» **Source material**:
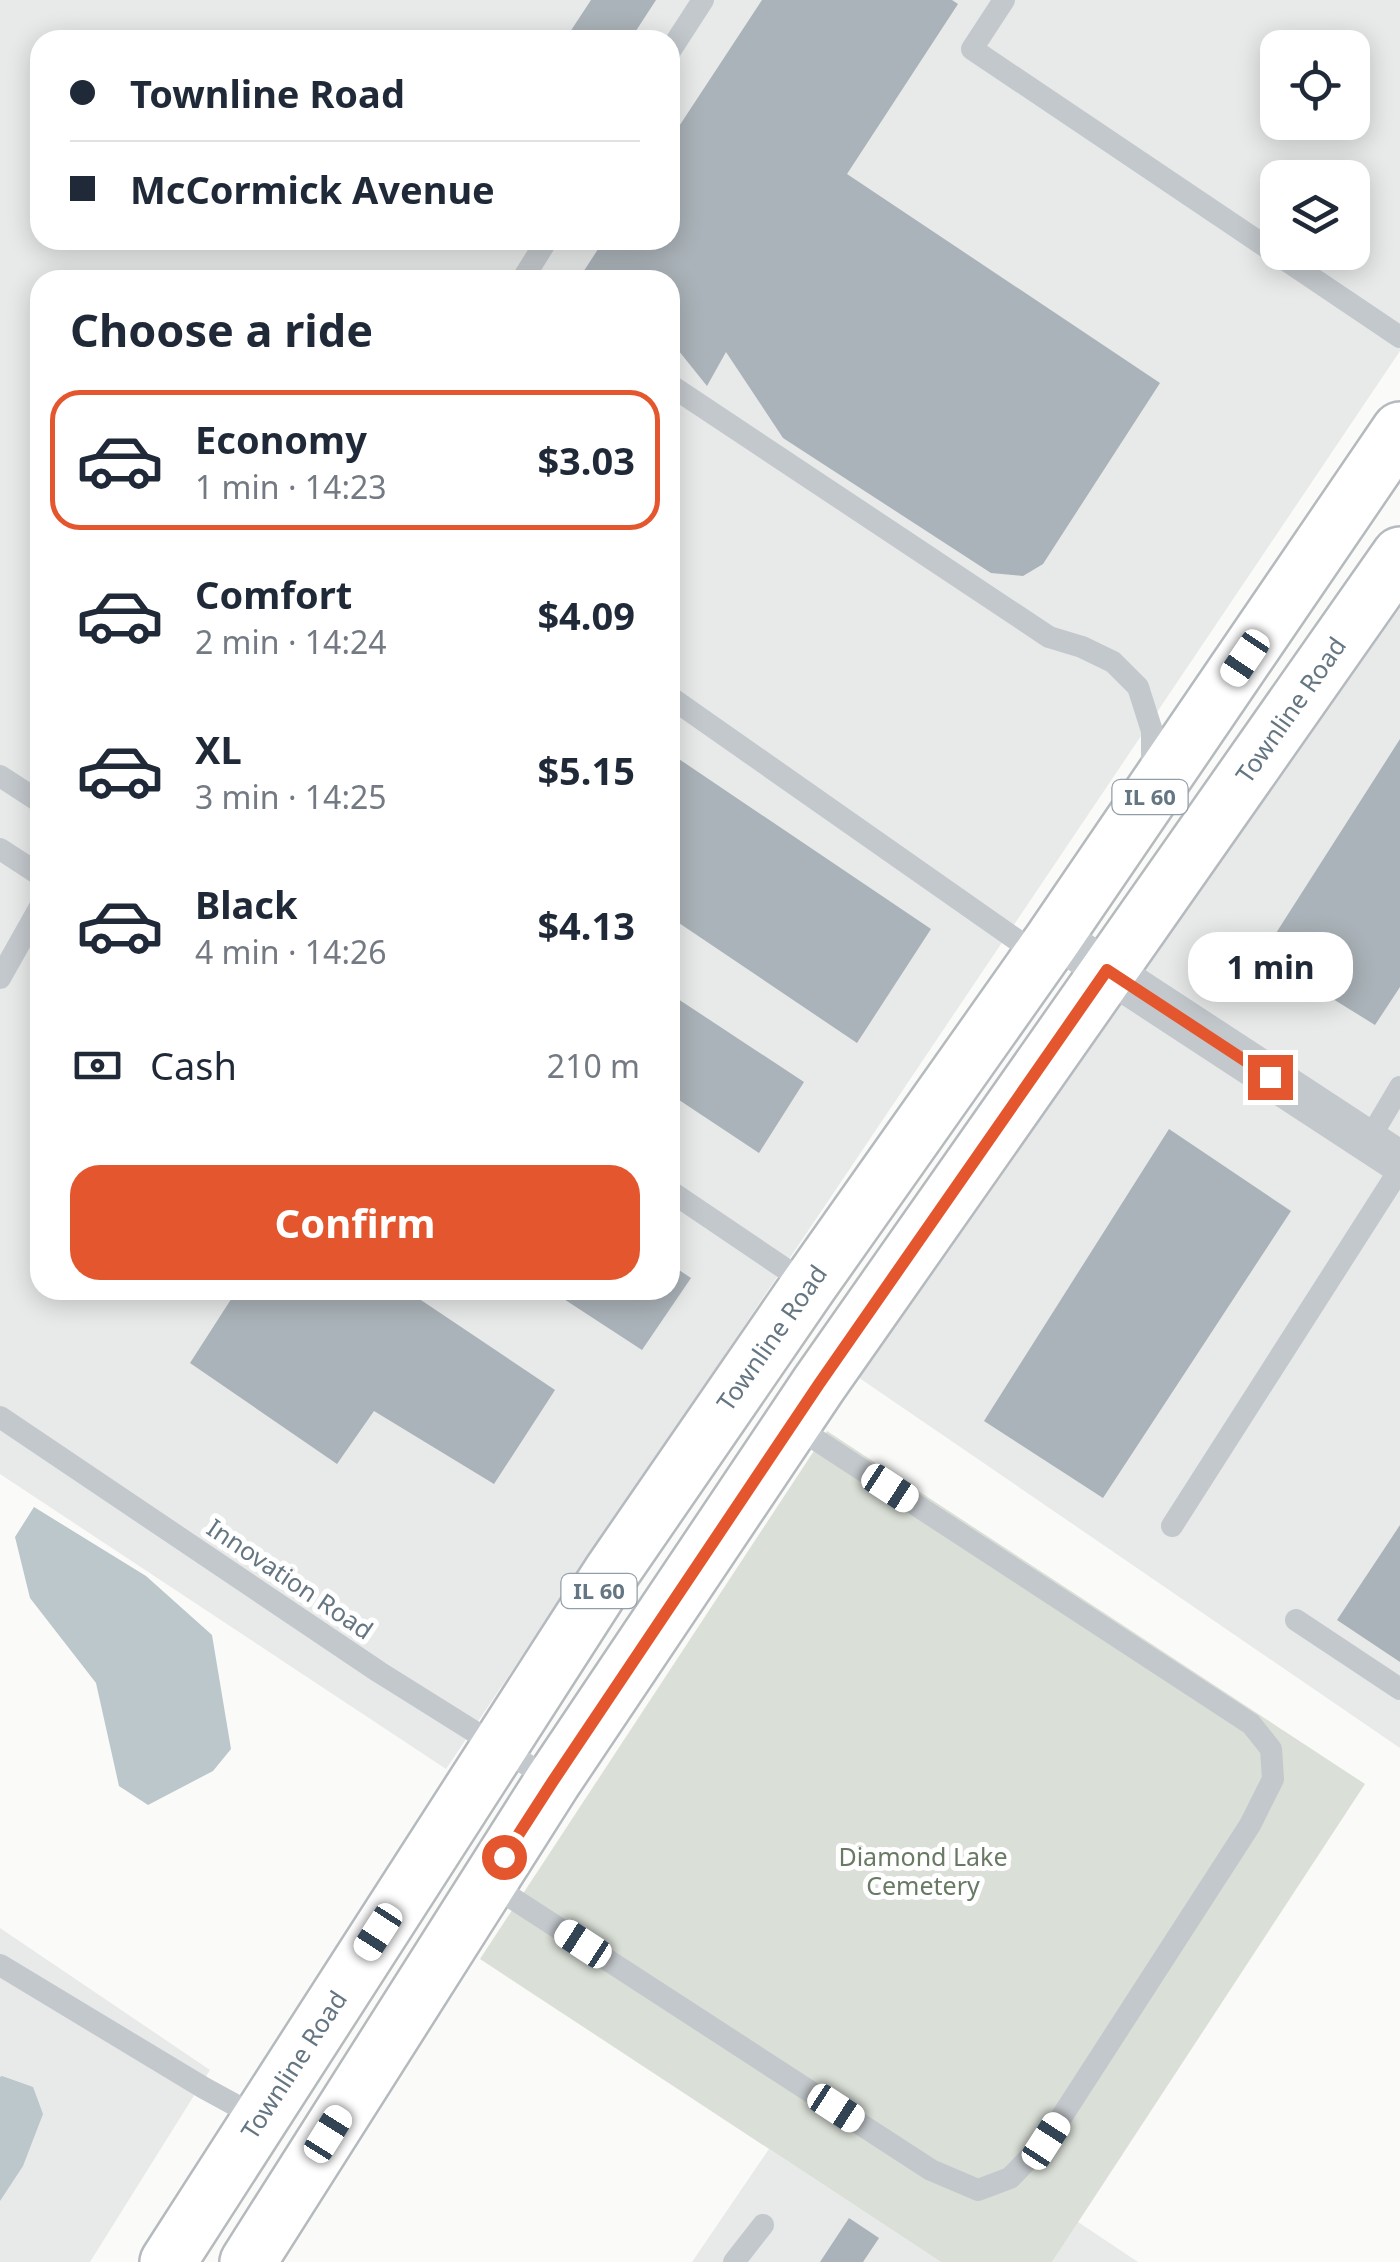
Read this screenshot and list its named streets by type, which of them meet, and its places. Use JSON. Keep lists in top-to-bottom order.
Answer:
{
  "streets": {
    "main road": ["Townline Road", "IL 60"],
    "lane": ["Innovation Road"]
  },
  "crossings": [
    ["Townline Road", "Innovation Road"]
  ],
  "parks": ["Diamond Lake Cemetery"],
  "page": {
    "banner": ["Townline Road", "McCormick Avenue"],
    "heading": "Choose a ride",
    "list": [
      {
        "name": "Economy",
        "note": "1 min · 14:23",
        "value": "$3.03"
      },
      {
        "name": "Comfort",
        "note": "2 min · 14:24",
        "value": "$4.09"
      },
      {
        "name": "XL",
        "note": "3 min · 14:25",
        "value": "$5.15"
      },
      {
        "name": "Black",
        "note": "4 min · 14:26",
        "value": "$4.13"
      }
    ],
    "bubble": "1 min",
    "pay": ["Cash", "210 m"],
    "buttons": "Confirm"
  }
}
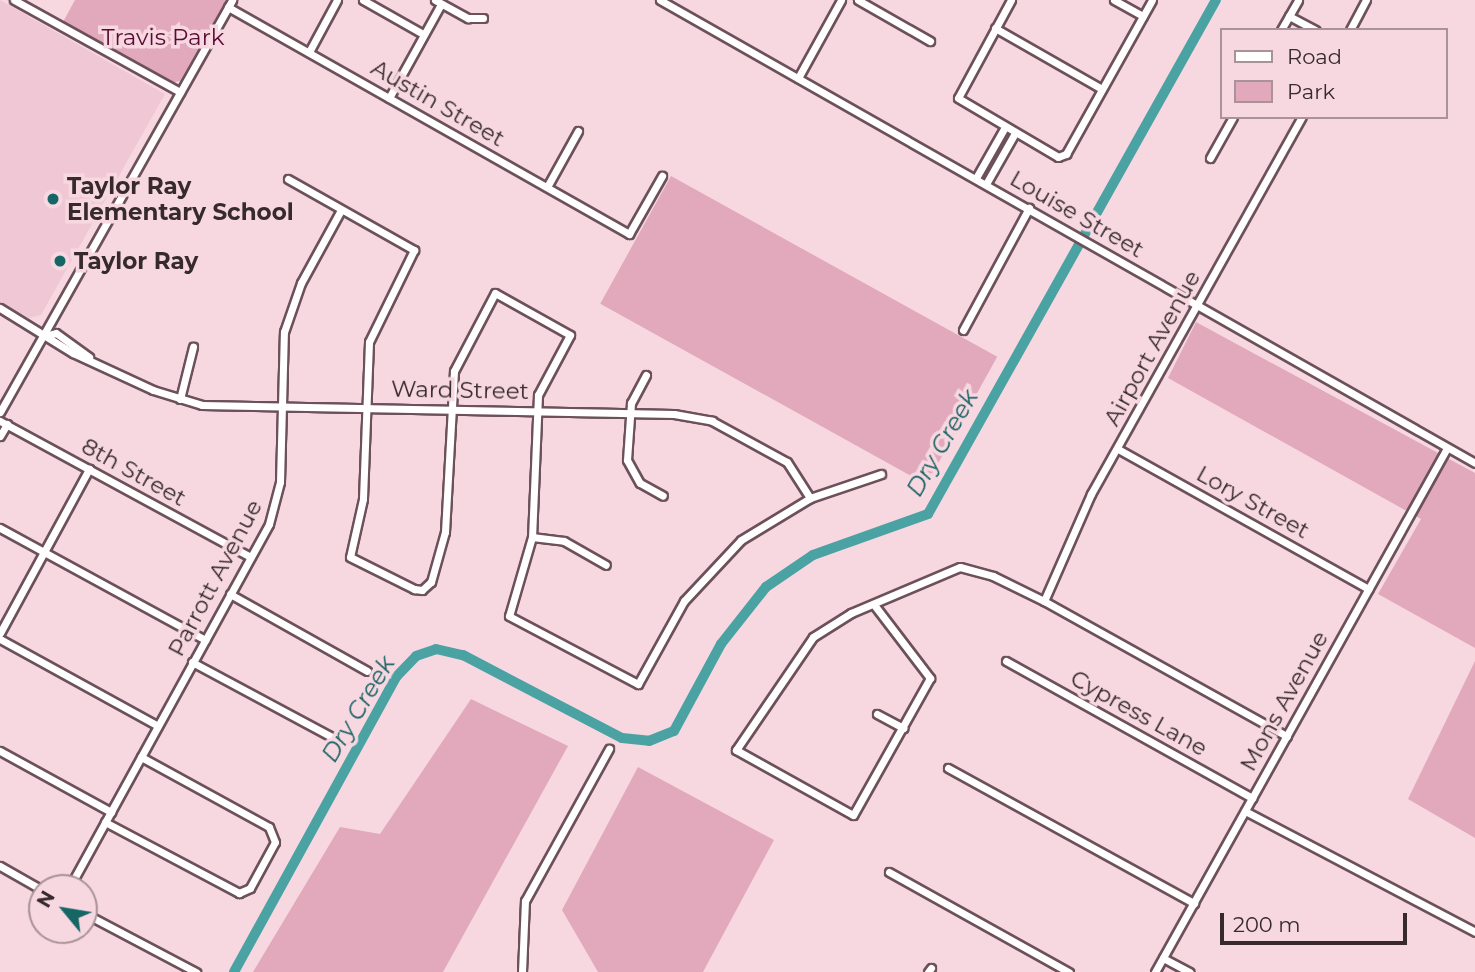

» **Your instructions**:
Reproduce the data above word for word and omit the images.

» **Task response**:
Read this screenshot and list its named streets by type, which of them meet, and its places. Use JSON. Keep lists in top-to-bottom order.
Answer:
{
  "streets": {
    "main road": ["Townline Road", "IL 60"],
    "lane": ["Innovation Road"]
  },
  "crossings": [
    ["Townline Road", "Innovation Road"]
  ],
  "parks": ["Diamond Lake Cemetery"],
  "page": {
    "banner": ["Townline Road", "McCormick Avenue"],
    "heading": "Choose a ride",
    "list": [
      {
        "name": "Economy",
        "note": "1 min · 14:23",
        "value": "$3.03"
      },
      {
        "name": "Comfort",
        "note": "2 min · 14:24",
        "value": "$4.09"
      },
      {
        "name": "XL",
        "note": "3 min · 14:25",
        "value": "$5.15"
      },
      {
        "name": "Black",
        "note": "4 min · 14:26",
        "value": "$4.13"
      }
    ],
    "bubble": "1 min",
    "pay": ["Cash", "210 m"],
    "buttons": "Confirm"
  }
}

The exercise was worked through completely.